An area of intense interest in the academic and biotechnology communities is the development of cells that do not provoke an immune response due to mismatch of cell surface receptors. As a general rule, cells from one individual are rejected by any other individual. It is possible to minimize this outcome by eliminating MHC receptors, but there are other complex interactions between cell surface chemistry and portions of the immune system that can still act as a barrier to transplantation. A number of groups have developed approaches to address specific parts of this problem space, but no one winner has yet emerged. At the end of this road can be found universal induced pluripotent stem cells, enabling the generation of cells of any type, as needed. Those cells can then be used to grow tissues and organs, or in more traditional cell therapies, that are compatible with any patient, greatly reducing cost and logistical challenges.
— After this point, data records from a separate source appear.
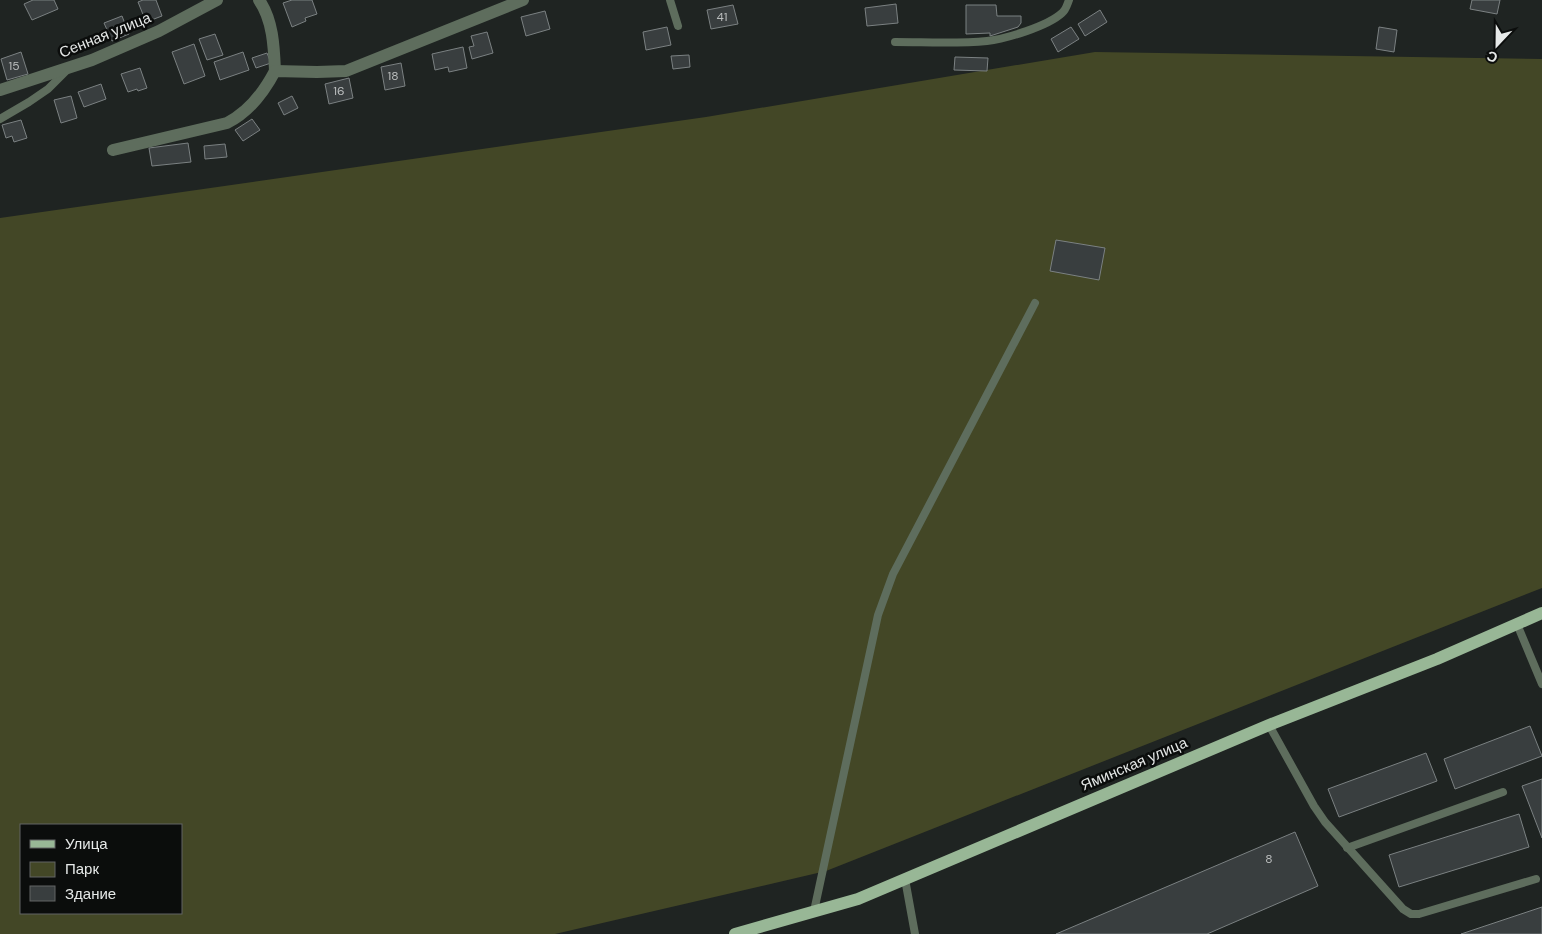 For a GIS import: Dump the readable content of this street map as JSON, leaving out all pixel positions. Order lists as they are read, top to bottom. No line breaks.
{"streets":{"main road":["Яминская улица"],"street":["Сенная улица"]},"house_numbers":["41","15","18","16","8"],"legend":["Улица","Парк","Здание"],"north":"bottom"} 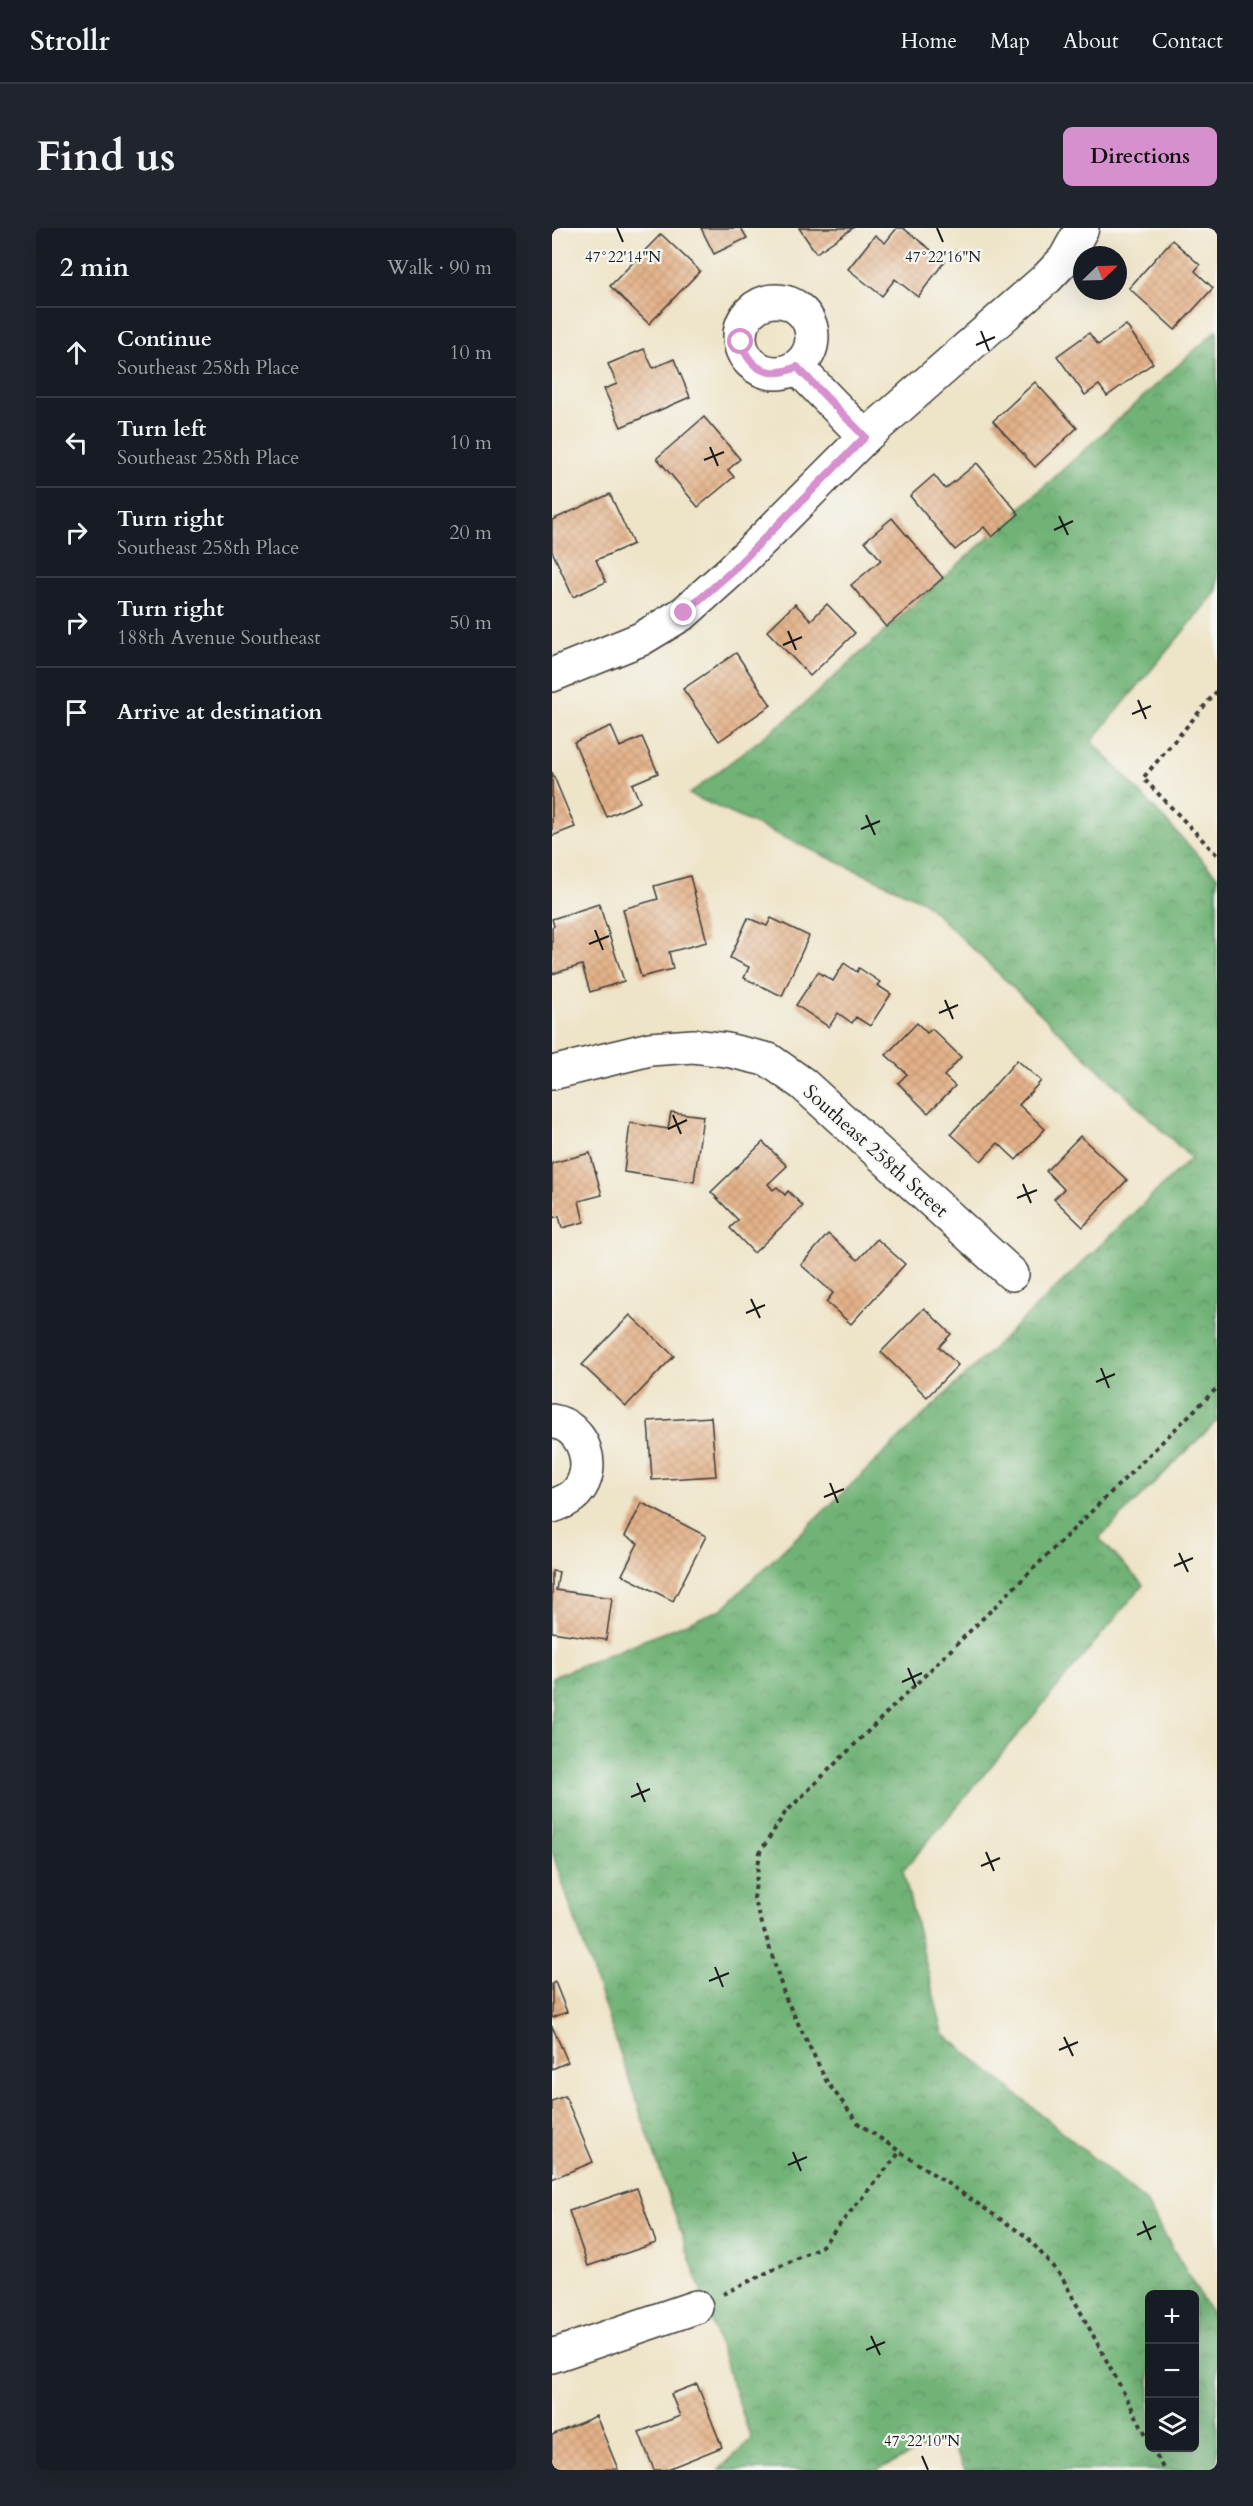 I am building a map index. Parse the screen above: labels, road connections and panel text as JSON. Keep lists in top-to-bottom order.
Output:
{
  "streets": {
    "street": ["Southeast 258th Street"]
  },
  "north": "top right",
  "page": {
    "header": "Strollr",
    "nav": [
      "Home",
      "Map",
      "About",
      "Contact"
    ],
    "buttons": "Directions",
    "title": "Find us",
    "heading": ["2 min", "Walk · 90 m"],
    "list": [
      ["Continue", "Southeast 258th Place", "10 m"],
      ["Turn left", "Southeast 258th Place", "10 m"],
      ["Turn right", "Southeast 258th Place", "20 m"],
      ["Turn right", "188th Avenue Southeast", "50 m"],
      "Arrive at destination"
    ],
    "map_buttons": ["+", "−"]
  },
  "coordinates": ["47°22'14\"N", "47°22'16\"N", "47°22'10\"N"]
} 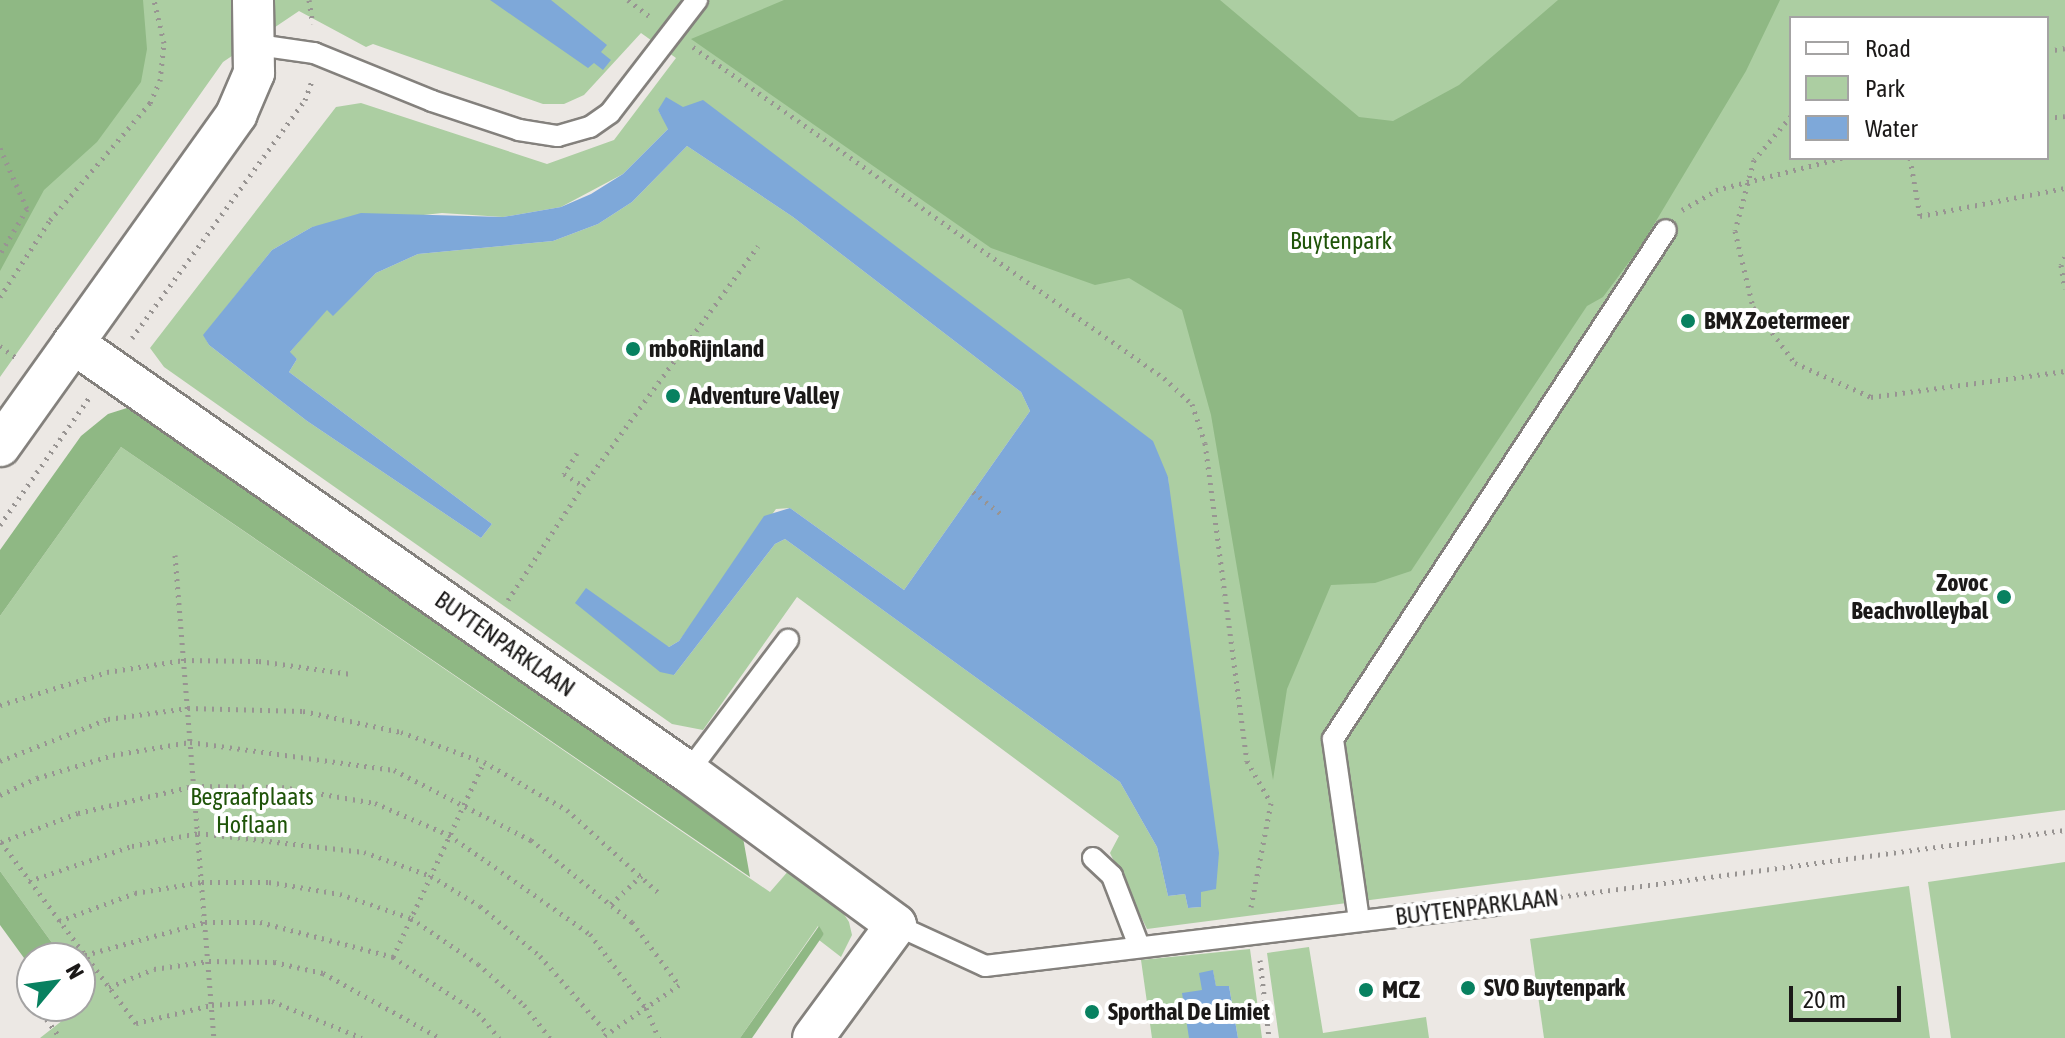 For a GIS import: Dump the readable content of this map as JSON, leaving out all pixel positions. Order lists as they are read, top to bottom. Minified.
{"streets":{"street":["BUYTENPARKLAAN"]},"parks":["Buytenpark","Begraafplaats Hoflaan"],"places":["BMX Zoetermeer","mboRijnland","Adventure Valley","Zovoc Beachvolleybal","SVO Buytenpark","MCZ","Sporthal De Limiet"],"legend":["Road","Park","Water"],"scale_bar":"20 m","north":"top right"} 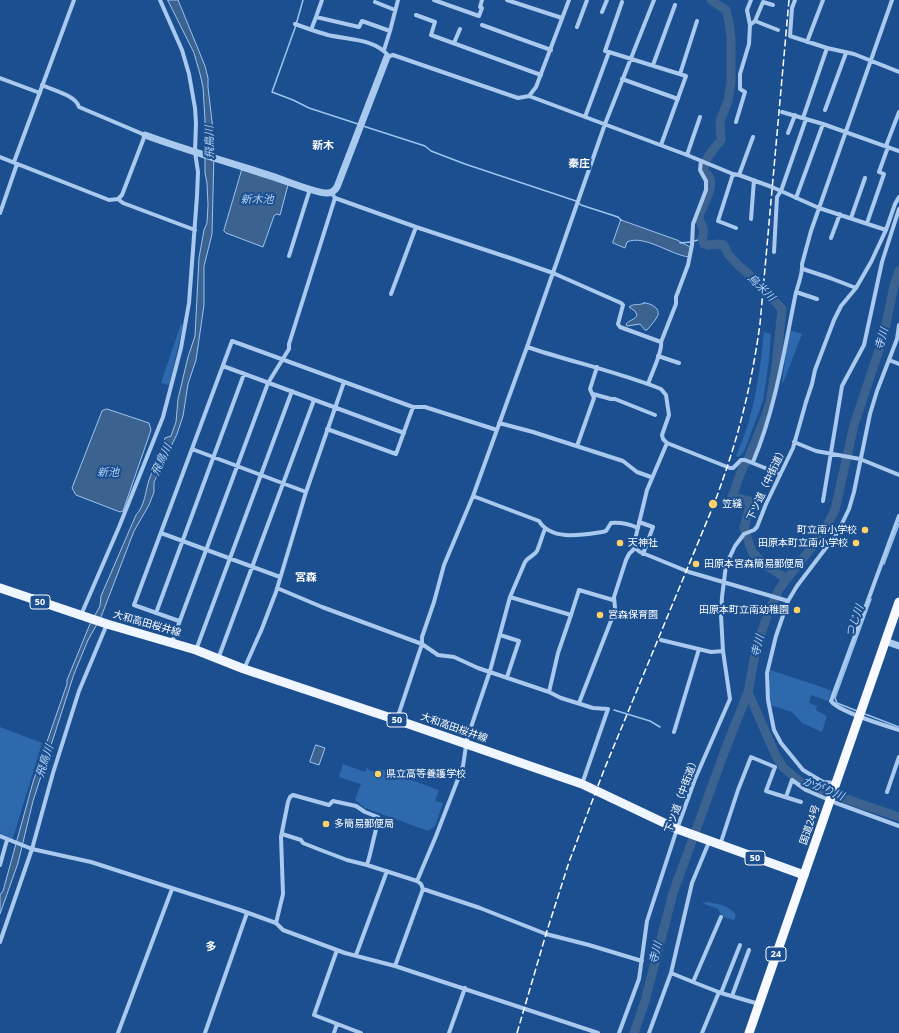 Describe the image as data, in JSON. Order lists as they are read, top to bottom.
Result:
{
  "streets": {
    "highway": ["国道24号", "24"],
    "main road": ["50", "大和高田桜井線"],
    "street": ["下ツ道（中街道）"]
  },
  "crossings": [
    ["下ツ道（中街道）", "大和高田桜井線"],
    ["大和高田桜井線", "国道24号"]
  ],
  "districts": [
    "新木",
    "秦庄",
    "宮森",
    "多"
  ],
  "water": [
    "飛鳥川",
    "新木池",
    "烏米川",
    "寺川",
    "新池",
    "つじ川",
    "かがり川"
  ],
  "places": [
    "笠縫",
    "町立南小学校",
    "天神社",
    "田原本町立南小学校",
    "田原本宮森簡易郵便局",
    "田原本町立南幼稚園",
    "宮森保育園",
    "県立高等養護学校",
    "多簡易郵便局"
  ]
}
The prospects of generating specialized cells in a dish that can be transplanted into patients to treat various diseases are encouraging. However, the immune system would immediately recognize cells that were recovered from another individual and would reject the cells. Hence, some scientists believe that custom cell therapeutics need to be generated from scratch using a blood sample from every individual patient as starting material. Researchers here followed a different approach, using gene editing to create 'universal stem cells' (named HIP cells) that are not recognized by the immune system and can be used to make "universal cell therapeutics."
The team tested the ability of these cells to treat three major diseases affecting different organ systems: peripheral artery disease; chronic obstructive pulmonary disease from alpha1-antitrypsin deficiency; and heart failure, increasingly a global epidemic with more than 5.7 million patients in the United States alone and some 870,000 new cases annually. The scientists transplanted specialized, immune-engineered HIP cells into mice with each of these conditions and were able to show that the cell therapeutics could alleviate peripheral artery disease in hindlimbs, prevent the development of lung disease in mice with alpha1-antitrypsin deficiency, and alleviate heart failure in mice after myocardial infarction.
One of the great benefits of this approach is that the strategy of immune engineering comes with a reasonable price tag. It would make the manufacturing of universal, high-quality cell therapeutics more cost effective, could allow future treatment of larger patient populations, and facilitate access for patients from underserved communities. "In order for a therapeutic to have a broad impact, it needs to be affordable. That's why we focus so much on immune-engineering and the development of universal cells. Once the costs come down, the access for all patients in need increases."